Being an in-patient upon T1D diagnosis is largely unheard of today because commercial healthcare insurance companies now use any excuse possible to avoid paying any claims, but back in 1976 when I was diagnosed, we did NOT have home blood glucose testing (that emerged around 1979 to 1980 or so), hence the ONLY way for a patient to realistically develop insulin dosage/correction ratios was to do so from the hospital, where the hospital could take blood samples, send them to an in-house lab, and test the blood glucose levels in order to help doctors (and patients) realistically set those things. 

That meant patients in 1976 had no possible way to do self-testing of blood glucose for themselves. Fingerstick self-testing, much less CGM's, were little more than someone's fantasy at the time.

My recollections weren't really about diabetes per se, but my first ride on an airplane (to a 7 year-old, the memories were vivid because flying was really expensive in those days). In 1976, I also remember the airlines permitted smoking during the flight, hence certain rows of seats on the plane had their own ashtrays in the armrests. My seven-year old self loaded those nasty ashtrays up with used chewing gum! However, by then, the airlines had designated "smoking sections" which had more ventilation (and curtains to separate the seat classes), which meant only certain seats permitted smoking and the personal ashtrays in other seats were sealed shut. I also had vivid recollections of what an incredible struggle it was to hold-off having to visit the restroom when the captain turned on the "fasten seat belts" sign, so I learned to hold it out of absolute necessity. I also learned to minimize my beverage consumption so I could minimize my restroom trips even though I was incredibly thirsty. It was a different time, but some things were exactly the same as they are for patients in 2023. 

While some of my peers have already crossed-over into the half-century mark of living with T1D (for example, I'm thinking of my friend Riva Greenberg, who eloquently chronicled her own milestone of a half-century of living with T1D in her blog back in 2022, see for her post), and yet for me at age 54, I have 47 years with T1D behind me, yet I still have another 11 years until I'll become eligible for Medicare.

But, I have tried to "pay it forward" to some degree.

For example, in 2016, I worked tirelessly to ensure that seniors with T1D covered by Medicare could get their CGM's covered and I'm proud to say we succeeded in gaining CMS/Medicare coverage (catch my post at for my coverage). Truthfully, I wasn't being completely altruistic or selfless. I anticipated that sometime in my own not-too-distant future, I'd become eligible for Medicare myself, and at the time, I also wanted to make damn certain that CMS would cover the CGM devices when I get there. 

I am friendly with several people older than me who experienced a fair amount of trauma and difficulty when they aged into Medicare and suddenly, coverage of CGMs was no longer available to them (including several people with hypoglycemia unawareness), so I acted a bit selfishly when I saw an opportunity to help persuade the FDA to re-classify CGMs as something other than "adjunctive," but rather as "therapeutic" which was a first step towards realistically securing CMS coverage.
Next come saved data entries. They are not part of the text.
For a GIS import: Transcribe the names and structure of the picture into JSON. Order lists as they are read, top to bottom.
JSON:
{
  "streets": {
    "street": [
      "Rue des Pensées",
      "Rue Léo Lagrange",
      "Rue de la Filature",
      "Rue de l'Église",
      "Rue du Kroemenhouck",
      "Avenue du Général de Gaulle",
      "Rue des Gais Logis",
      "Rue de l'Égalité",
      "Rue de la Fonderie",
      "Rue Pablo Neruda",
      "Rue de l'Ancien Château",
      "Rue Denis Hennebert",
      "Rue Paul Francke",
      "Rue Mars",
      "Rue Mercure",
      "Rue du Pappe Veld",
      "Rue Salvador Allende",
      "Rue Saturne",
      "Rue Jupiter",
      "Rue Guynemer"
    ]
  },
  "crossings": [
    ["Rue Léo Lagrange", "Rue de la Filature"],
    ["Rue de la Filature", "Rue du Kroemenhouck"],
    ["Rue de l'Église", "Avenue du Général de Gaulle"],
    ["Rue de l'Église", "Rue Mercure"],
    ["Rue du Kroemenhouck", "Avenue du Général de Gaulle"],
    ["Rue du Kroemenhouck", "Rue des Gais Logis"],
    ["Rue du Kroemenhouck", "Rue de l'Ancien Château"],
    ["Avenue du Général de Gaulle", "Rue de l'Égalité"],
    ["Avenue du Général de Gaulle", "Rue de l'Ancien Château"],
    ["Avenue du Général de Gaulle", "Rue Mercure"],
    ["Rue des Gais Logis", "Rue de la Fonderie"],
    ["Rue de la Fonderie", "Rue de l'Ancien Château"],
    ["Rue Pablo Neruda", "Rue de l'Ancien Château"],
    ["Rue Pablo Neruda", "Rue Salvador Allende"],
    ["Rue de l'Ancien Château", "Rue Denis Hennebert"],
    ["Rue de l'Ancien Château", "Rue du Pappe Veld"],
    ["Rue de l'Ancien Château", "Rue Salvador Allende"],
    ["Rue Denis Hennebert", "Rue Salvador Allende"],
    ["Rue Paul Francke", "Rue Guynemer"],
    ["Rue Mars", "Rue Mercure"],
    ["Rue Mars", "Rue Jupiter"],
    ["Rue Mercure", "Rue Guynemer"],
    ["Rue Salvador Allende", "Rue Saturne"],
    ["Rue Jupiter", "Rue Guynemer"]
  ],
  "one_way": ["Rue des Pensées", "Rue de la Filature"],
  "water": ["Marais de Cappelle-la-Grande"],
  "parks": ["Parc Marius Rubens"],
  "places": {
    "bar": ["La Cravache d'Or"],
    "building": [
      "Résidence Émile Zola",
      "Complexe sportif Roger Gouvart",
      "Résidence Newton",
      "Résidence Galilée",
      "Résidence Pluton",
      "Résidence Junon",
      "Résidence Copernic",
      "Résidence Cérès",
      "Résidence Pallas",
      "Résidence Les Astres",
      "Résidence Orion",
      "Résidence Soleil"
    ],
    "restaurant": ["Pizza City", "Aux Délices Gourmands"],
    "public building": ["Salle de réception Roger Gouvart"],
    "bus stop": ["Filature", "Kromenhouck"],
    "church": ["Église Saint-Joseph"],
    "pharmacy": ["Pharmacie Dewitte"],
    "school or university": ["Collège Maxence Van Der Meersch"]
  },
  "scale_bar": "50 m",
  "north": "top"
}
There was some risk that doing so could persuade commercial healthcare insurance companies from paying for test strips, but nevertheless, I jumped at making Medicare coverage a reality because I understood just how important it actually was.

I concur with my friend Riva Greenberg's assessment that we are entering a period where increasing numbers of us will enjoy the "luxury" of being people with T1D aging into Medicare coverage in comparatively good health (something previous generations of patients with T1D did not always experience). Unlike Riva, I haven't yet applied for a Joslin 50-year medal (I still have 3 years to decide if I necessarily even want such an award; its still not exactly a milestone I'm looking forward to eagerly). I look forward to eligibility for Medicare, but I still have more than a decade before that happens.


Still, if there's one key element I am more convinced now than at any point in my life (so far) that's helped patients with longstanding T1D, it is resilience, NOT glycemic management as medical doctors will assert.

Why do I say resilience was the key to success? Consider what I've endured over my own lifetime with T1D.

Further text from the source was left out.